Task to carry out | Only lines that contain the word "height" belong in the answer; copy them from the records below.

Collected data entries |
- - - - -
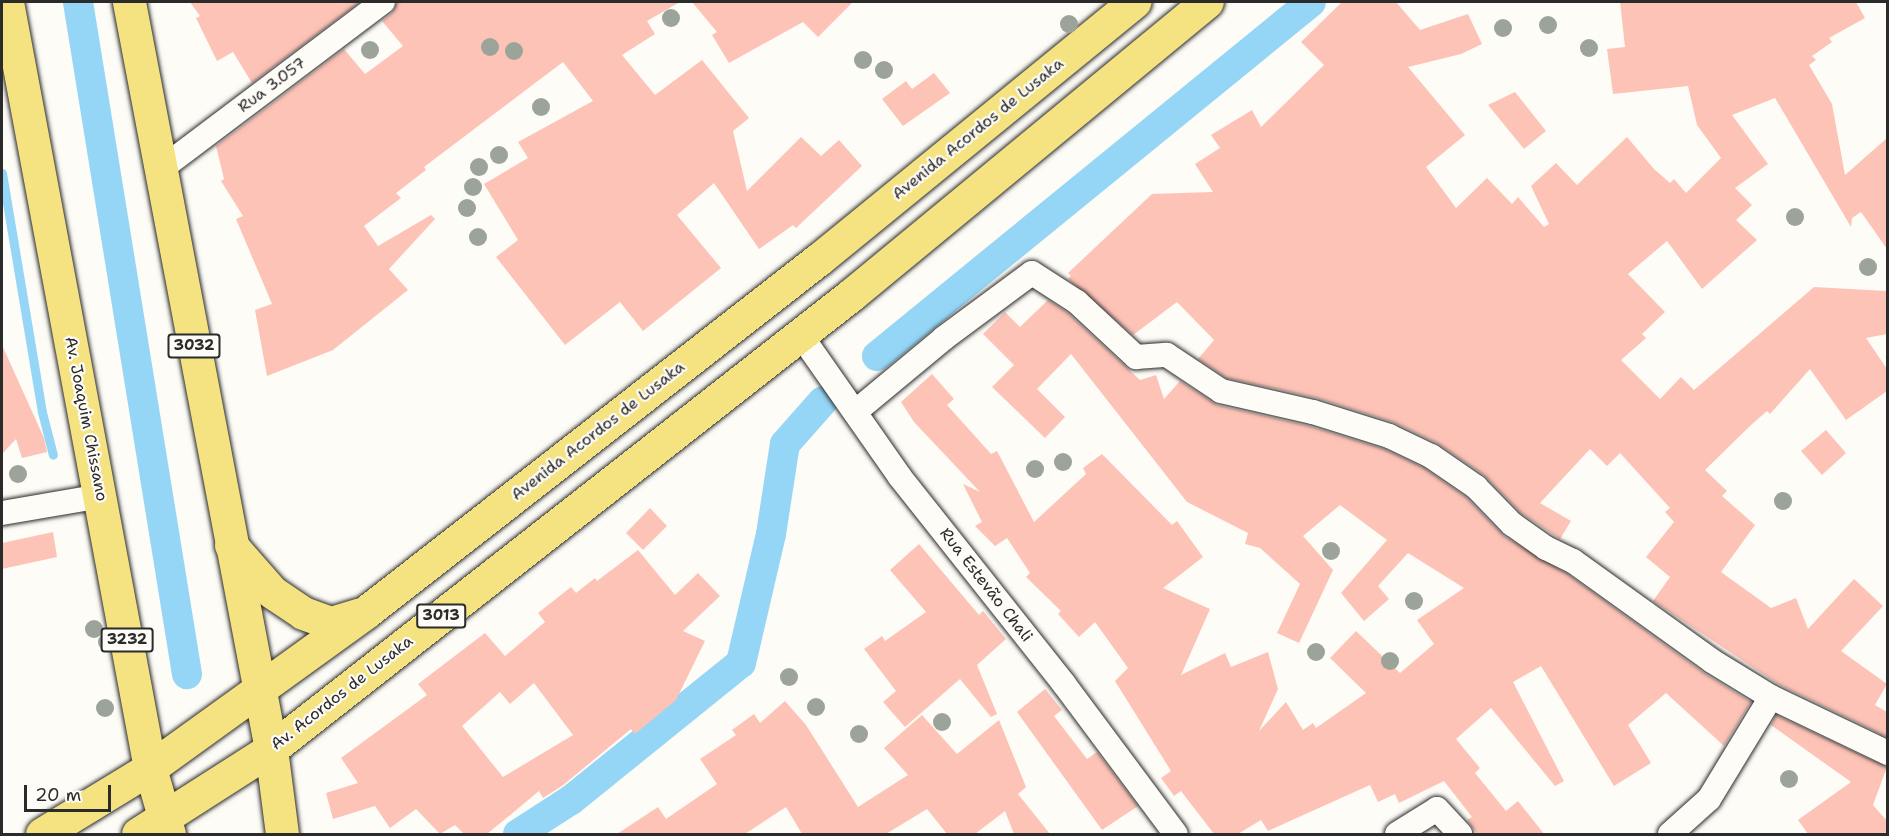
<!DOCTYPE html>
<meta charset="utf-8">
<style>
body{margin:0}
#map{position:relative;width:1889px;height:836px;overflow:hidden;background:#fdfcf7;font-family:"Shantell Sans",sans-serif}
div>[style]{position:absolute}
.stream>*{height:9px;margin:-4.5px;padding:0 4.5px;transform-origin:4.5px;border-radius:4.5px;background:#95d6f7}
.canal>*{height:30px;margin:-15px;padding:0 15px;transform-origin:15px;border-radius:15px;background:#95d6f7}
.building>*{inset:0;background:#fec3b7}
.roads{filter:drop-shadow(0 0 2px #2b2b2b) drop-shadow(0 0 2px #2b2b2b)}
.street>*{height:24px;margin:-12px;padding:0 12px;transform-origin:12px;border-radius:12px;background:#fdfcf7}
.primary>*{height:33px;margin:-16.5px;padding:0 16.5px;transform-origin:16.5px;border-radius:16.5px;background:#f5e382}
.trees>*{width:18px;height:18px;margin:-9px;border-radius:50%;background:#9ca399}
span{translate:-50% -50%;white-space:nowrap;text-align:center;line-height:1.15;-webkit-text-stroke:4.5px #fdfcf7;paint-order:stroke}
.shield-label span{padding:2px 4px;background:#fdfcf7;border:2px solid;border-radius:4px;-webkit-text-stroke-width:0}
.shield-label{font-size:15px;color:#2b2b2b;font-weight:700}
.street-label{font-size:16px;color:#2b2b2b}
.frame{position:absolute;inset:0;border:3px solid #2b2b2b;pointer-events:none}
.scale{position:absolute;left:24px;top:785px;width:87px;height:27px;box-sizing:border-box;border:3px solid #2b2b2b;border-top:0;padding-left:8px;font-size:18px;line-height:21px;white-space:nowrap;color:#2b2b2b;-webkit-text-stroke:4px #fdfcf7;paint-order:stroke}
</style>
<div id="map">
<div class="stream">
<div style="left:2px;top:173px;width:242px;rotate:80.5deg"></div>
<div style="left:42px;top:412px;width:44px;rotate:75.7deg"></div>
</div>
<div class="canal">
<div style="left:78px;top:2px;width:681px;rotate:80.79deg"></div>
<div style="left:877px;top:356px;width:560px;rotate:-39.2deg"></div>
<div style="left:518px;top:834px;width:63px;rotate:-32.7deg"></div>
<div style="left:571px;top:800px;width:218px;rotate:-38.9deg"></div>
<div style="left:741px;top:663px;width:132px;rotate:-76.9deg"></div>
<div style="left:771px;top:534px;width:91px;rotate:-81.2deg"></div>
<div style="left:785px;top:444px;width:57px;rotate:-48.5deg"></div>
</div>
<div class="building">
<div style="clip-path:polygon(190px 2px,360px 2px,252px 83px,233px 52px,217px 61px,196px 18px,200px 16px)"></div>
<div style="clip-path:polygon(397px 2px,680px 2px,647px 21px,655px 34px,622px 55px,655px 95px,702px 60px,749px 118px,733px 131px,747px 191px,801px 137px,821px 156px,839px 140px,862px 166px,796px 228px,793px 225px,759px 249px,714px 183px,677px 215px,721px 268px,643px 331px,620px 302px,565px 345px,496px 257px,518px 240px,484px 184px,528px 158px,518px 142px,593px 101px,563px 62px,424px 167px,426px 170px,396px 193px,401px 198px,364px 226px,378px 246px,431px 215px,435px 219px,389px 269px,408px 290px,333px 350px,267px 376px,255px 310px,272px 304px,236px 219px,243px 216px,221px 181px,224px 179px,216px 146px,344px 49px,365px 74px,403px 46px,382px 21px,392px 13px)"></div>
<div style="clip-path:polygon(692px 2px,853px 2px,818px 37px,803px 22px,729px 63px,712px 35px,717px 32px)"></div>
<div style="clip-path:polygon(1342px 2px,1396px 2px,1420px 30px,1468px 14px,1482px 44px,1461px 54px,1408px 67px,1465px 135px,1426px 167px,1456px 208px,1487px 178px,1512px 204px,1518px 197px,1544px 227px,1549px 224px,1531px 186px,1556px 163px,1577px 185px,1627px 137px,1654px 169px,1670px 183px,1674px 179px,1686px 193px,1721px 158px,1697px 125px,1688px 86px,1613px 94px,1607px 49px,1625px 47px,1620px 2px,1856px 2px,1865px 18px,1829px 38px,1832px 42px,1812px 56px,1816px 60px,1809px 65px,1832px 104px,1845px 175px,1887px 138px,1887px 249px,1861px 212px,1852px 218px,1851px 227px,1775px 98px,1732px 115px,1768px 164px,1735px 188px,1752px 205px,1736px 220px,1757px 240px,1702px 289px,1667px 241px,1628px 274px,1665px 312px,1642px 334px,1646px 338px,1621px 360px,1660px 399px,1681px 377px,1694px 390px,1814px 287px,1887px 291px,1887px 334px,1866px 338px,1887px 369px,1887px 391px,1846px 420px,1810px 369px,1770px 414px,1767px 411px,1751px 425px,1705px 470px,1727px 491px,1722px 496px,1755px 525px,1721px 572px,1771px 608px,1796px 598px,1808px 629px,1854px 579px,1883px 606px,1841px 651px,1887px 684px,1875px 705px,1887px 712px,1887px 737px,1778px 684px,1653px 601px,1670px 577px,1646px 557px,1674px 522px,1665px 512px,1670px 508px,1620px 453px,1607px 466px,1590px 449px,1540px 503px,1571px 521px,1560px 539px,1521px 513px,1484px 475px,1437px 443px,1393px 422px,1317px 398px,1227px 378px,1198px 359px,1214px 340px,1177px 302px,1133px 335px,1068px 279px,1071px 276px,1068px 273px,1152px 194px,1213px 192px,1195px 164px,1220px 148px,1211px 135px,1252px 110px,1261px 127px,1324px 65px,1301px 42px)"></div>
<div style="clip-path:polygon(934px 73px,950px 93px,903px 126px,882px 99px,906px 81px,912px 89px)"></div>
<div style="clip-path:polygon(1515px 92px,1546px 131px,1524px 149px,1488px 105px)"></div>
<div style="clip-path:polygon(1048px 300px,1068px 313px,1140px 380px,1156px 375px,1164px 399px,1180px 381px,1217px 405px,1309px 426px,1384px 449px,1424px 468px,1467px 498px,1504px 536px,1566px 573px,1704px 673px,1751px 702px,1724px 746px,1666px 693px,1628px 725px,1651px 763px,1614px 786px,1541px 666px,1513px 682px,1564px 781px,1555px 786px,1491px 708px,1456px 739px,1480px 768px,1475px 773px,1506px 811px,1518px 801px,1544px 834px,1477px 834px,1467px 820px,1472px 817px,1444px 781px,1399px 803px,1395px 794px,1378px 802px,1370px 785px,1268px 831px,1261px 820px,1238px 834px,1214px 834px,1181px 791px,1174px 796px,1161px 778px,1171px 771px,1115px 681px,1128px 668px,1095px 622px,1079px 637px,1058px 614px,1061px 611px,1026px 577px,1030px 573px,1007px 538px,995px 546px,975px 526px,982px 522px,963px 484px,980px 492px,914px 422px,901px 402px,932px 374px,954px 399px,947px 405px,991px 454px,997px 451px,1034px 522px,1086px 474px,1083px 468px,1102px 454px,1172px 525px,1177px 521px,1203px 557px,1163px 588px,1210px 609px,1181px 675px,1225px 653px,1231px 667px,1268px 652px,1278px 689px,1259px 731px,1286px 702px,1303px 730px,1313px 723px,1316px 728px,1366px 693px,1330px 658px,1356px 631px,1400px 673px,1434px 644px,1417px 620px,1464px 588px,1408px 553px,1378px 586px,1389px 599px,1364px 621px,1341px 593px,1387px 540px,1340px 505px,1303px 536px,1333px 570px,1299px 643px,1277px 633px,1300px 584px,1260px 548px,1245px 544px,1248px 533px,1187px 502px,1071px 354px,1037px 389px,1065px 417px,1045px 438px,992px 387px,1014px 365px,983px 334px,1005px 312px,1020px 327px)"></div>
<div style="clip-path:polygon(2px 345px,44px 438px,47px 452px,22px 458px,16px 439px,2px 454px)"></div>
<div style="clip-path:polygon(1826px 430px,1846px 453px,1822px 475px,1801px 451px)"></div>
<div style="clip-path:polygon(650px 508px,667px 526px,643px 550px,626px 533px)"></div>
<div style="clip-path:polygon(53px 532px,57px 557px,2px 569px,2px 543px)"></div>
<div style="clip-path:polygon(919px 544px,979px 615px,983px 611px,1006px 639px,977px 665px,997px 714px,991px 717px,960px 679px,905px 727px,883px 702px,896px 691px,864px 649px,882px 636px,885px 641px,926px 612px,890px 570px)"></div>
<div style="clip-path:polygon(evenodd,638px 550px,675px 595px,698px 573px,720px 596px,683px 631px,705px 641px,676px 700px,635px 734px,631px 729px,562px 786px,543px 798px,539px 791px,487px 834px,464px 834px,455px 825px,440px 834px,416px 809px,390px 828px,375px 806px,333px 819px,326px 793px,358px 783px,341px 758px,427px 695px,418px 684px,485px 633px,505px 656px,545px 622px,538px 613px,571px 587px,576px 593px,595px 578px,597px 581px,638px 550px,534px 683px,573px 735px,503px 777px,462px 726px,500px 692px,510px 704px,534px 683px)"></div>
<div style="clip-path:polygon(1045px 689px,1062px 710px,1054px 716px,1087px 759px,1097px 752px,1138px 806px,1102px 830px,1017px 712px)"></div>
<div style="clip-path:polygon(785px 701px,806px 725px,858px 807px,908px 775px,884px 748px,922px 715px,957px 754px,999px 720px,1026px 787px,1018px 794px,1050px 834px,1014px 834px,1005px 811px,975px 834px,947px 834px,927px 809px,886px 834px,802px 834px,786px 807px,745px 834px,617px 834px,658px 807px,666px 819px,717px 784px,700px 759px,736px 735px,732px 730px,754px 714px,760px 723px)"></div>
<div style="clip-path:polygon(1776px 715px,1887px 767px,1873px 805px,1887px 821px,1887px 834px,1808px 834px,1798px 820px,1851px 782px,1771px 725px)"></div>
</div>
<div class="roads">
<div class="street">
<div style="left:161px;top:169px;width:278px;rotate:-37deg"></div>
<div style="left:800px;top:334px;width:174px;rotate:55deg"></div>
<div style="left:900px;top:477px;width:264px;rotate:51.6deg"></div>
<div style="left:1064px;top:684px;width:187px;rotate:53.3deg"></div>
<div style="left:855px;top:412px;width:116px;rotate:-39.7deg"></div>
<div style="left:944px;top:338px;width:109px;rotate:-36.5deg"></div>
<div style="left:1032px;top:273px;width:54px;rotate:32.8deg"></div>
<div style="left:1077px;top:302px;width:81px;rotate:43deg"></div>
<div style="left:1136px;top:357px;width:31px;rotate:-4deg"></div>
<div style="left:1167px;top:355px;width:65px;rotate:33.7deg"></div>
<div style="left:1221px;top:391px;width:94px;rotate:12.9deg"></div>
<div style="left:1313px;top:412px;width:80px;rotate:17.5deg"></div>
<div style="left:1389px;top:436px;width:47px;rotate:25.5deg"></div>
<div style="left:1431px;top:456px;width:55px;rotate:34.6deg"></div>
<div style="left:1476px;top:487px;width:52px;rotate:45.8deg"></div>
<div style="left:1512px;top:524px;width:42px;rotate:35.2deg"></div>
<div style="left:1546px;top:548px;width:30px;rotate:26deg"></div>
<div style="left:1573px;top:561px;width:171px;rotate:35.7deg"></div>
<div style="left:1712px;top:661px;width:69px;rotate:31.4deg"></div>
<div style="left:1771px;top:697px;width:130px;rotate:25.6deg"></div>
<div style="left:2px;top:513px;width:100px;rotate:-9.7deg"></div>
<div style="left:1397px;top:834px;width:47px;rotate:-32deg"></div>
<div style="left:1437px;top:809px;width:34px;rotate:47deg"></div>
<div style="left:1670px;top:834px;width:52px;rotate:-41.9deg"></div>
<div style="left:1709px;top:799px;width:119px;rotate:-58.7deg"></div>
</div>
<div class="primary">
<div style="left:7px;top:2px;width:779px;rotate:79.43deg"></div>
<div style="left:150px;top:768px;width:69px;rotate:73.9deg"></div>
<div style="left:129px;top:2px;width:760px;rotate:79.24deg"></div>
<div style="left:271px;top:749px;width:86px;rotate:82.6deg"></div>
<div style="left:231px;top:545px;width:62px;rotate:48.9deg"></div>
<div style="left:272px;top:592px;width:37px;rotate:34deg"></div>
<div style="left:303px;top:613px;width:30px;rotate:20deg"></div>
<div style="left:331px;top:623px;width:30px;rotate:-17deg"></div>
<div style="left:42px;top:834px;width:127px;rotate:-31.4deg"></div>
<div style="left:150px;top:768px;width:266px;rotate:-35.8deg"></div>
<div style="left:366px;top:612px;width:574px;rotate:-37.93deg"></div>
<div style="left:819px;top:259px;width:407px;rotate:-39.2deg"></div>
<div style="left:138px;top:834px;width:158px;rotate:-32.6deg"></div>
<div style="left:271px;top:749px;width:737px;rotate:-38.05deg"></div>
<div style="left:851px;top:295px;width:461px;rotate:-39.5deg"></div>
</div>
</div>
<div class="trees">
<div style="left:671px;top:18px"></div>
<div style="left:1069px;top:24px"></div>
<div style="left:1548px;top:25px"></div>
<div style="left:1503px;top:28px"></div>
<div style="left:490px;top:47px"></div>
<div style="left:1589px;top:48px"></div>
<div style="left:370px;top:50px"></div>
<div style="left:514px;top:51px"></div>
<div style="left:863px;top:60px"></div>
<div style="left:884px;top:70px"></div>
<div style="left:541px;top:107px"></div>
<div style="left:499px;top:155px"></div>
<div style="left:479px;top:167px"></div>
<div style="left:473px;top:187px"></div>
<div style="left:467px;top:208px"></div>
<div style="left:1795px;top:217px"></div>
<div style="left:478px;top:237px"></div>
<div style="left:1868px;top:267px"></div>
<div style="left:1063px;top:462px"></div>
<div style="left:1035px;top:469px"></div>
<div style="left:18px;top:474px"></div>
<div style="left:1783px;top:501px"></div>
<div style="left:1331px;top:551px"></div>
<div style="left:1414px;top:601px"></div>
<div style="left:94px;top:629px"></div>
<div style="left:107px;top:642px"></div>
<div style="left:1316px;top:652px"></div>
<div style="left:1390px;top:661px"></div>
<div style="left:789px;top:677px"></div>
<div style="left:816px;top:707px"></div>
<div style="left:105px;top:708px"></div>
<div style="left:942px;top:722px"></div>
<div style="left:859px;top:734px"></div>
<div style="left:1789px;top:779px"></div>
</div>
<div class="shield-label">
<span style="left:194px;top:346px">3032</span>
<span style="left:441px;top:616px">3013</span>
<span style="left:127px;top:640px">3232</span>
</div>
<div class="street-label">
<span style="left:272px;top:85px;rotate:-37deg">Rua 3.057</span>
<span style="left:978px;top:129px;rotate:-39deg">Avenida Acordos de Lusaka</span>
<span style="left:86px;top:419px;rotate:79deg">Av. Joaquim Chissano</span>
<span style="left:598px;top:431px;rotate:-38deg">Avenida Acordos de Lusaka</span>
<span style="left:986px;top:585px;rotate:52deg">Rua Estevão Chali</span>
<span style="left:342px;top:693px;rotate:-38deg">Av. Acordos de Lusaka</span>
</div>
<div class="frame"></div>
<div class="scale">20 m</div>
</div>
- - - - -
Solution for this problem |
#map{position:relative;width:1889px;height:836px;overflow:hidden;background:#fdfcf7;font-family:"Shantell Sans",sans-serif}
.stream>*{height:9px;margin:-4.5px;padding:0 4.5px;transform-origin:4.5px;border-radius:4.5px;background:#95d6f7}
.canal>*{height:30px;margin:-15px;padding:0 15px;transform-origin:15px;border-radius:15px;background:#95d6f7}
.street>*{height:24px;margin:-12px;padding:0 12px;transform-origin:12px;border-radius:12px;background:#fdfcf7}
.primary>*{height:33px;margin:-16.5px;padding:0 16.5px;transform-origin:16.5px;border-radius:16.5px;background:#f5e382}
.trees>*{width:18px;height:18px;margin:-9px;border-radius:50%;background:#9ca399}
span{translate:-50% -50%;white-space:nowrap;text-align:center;line-height:1.15;-webkit-text-stroke:4.5px #fdfcf7;paint-order:stroke}
.scale{position:absolute;left:24px;top:785px;width:87px;height:27px;box-sizing:border-box;border:3px solid #2b2b2b;border-top:0;padding-left:8px;font-size:18px;line-height:21px;white-space:nowrap;color:#2b2b2b;-webkit-text-stroke:4px #fdfcf7;paint-order:stroke}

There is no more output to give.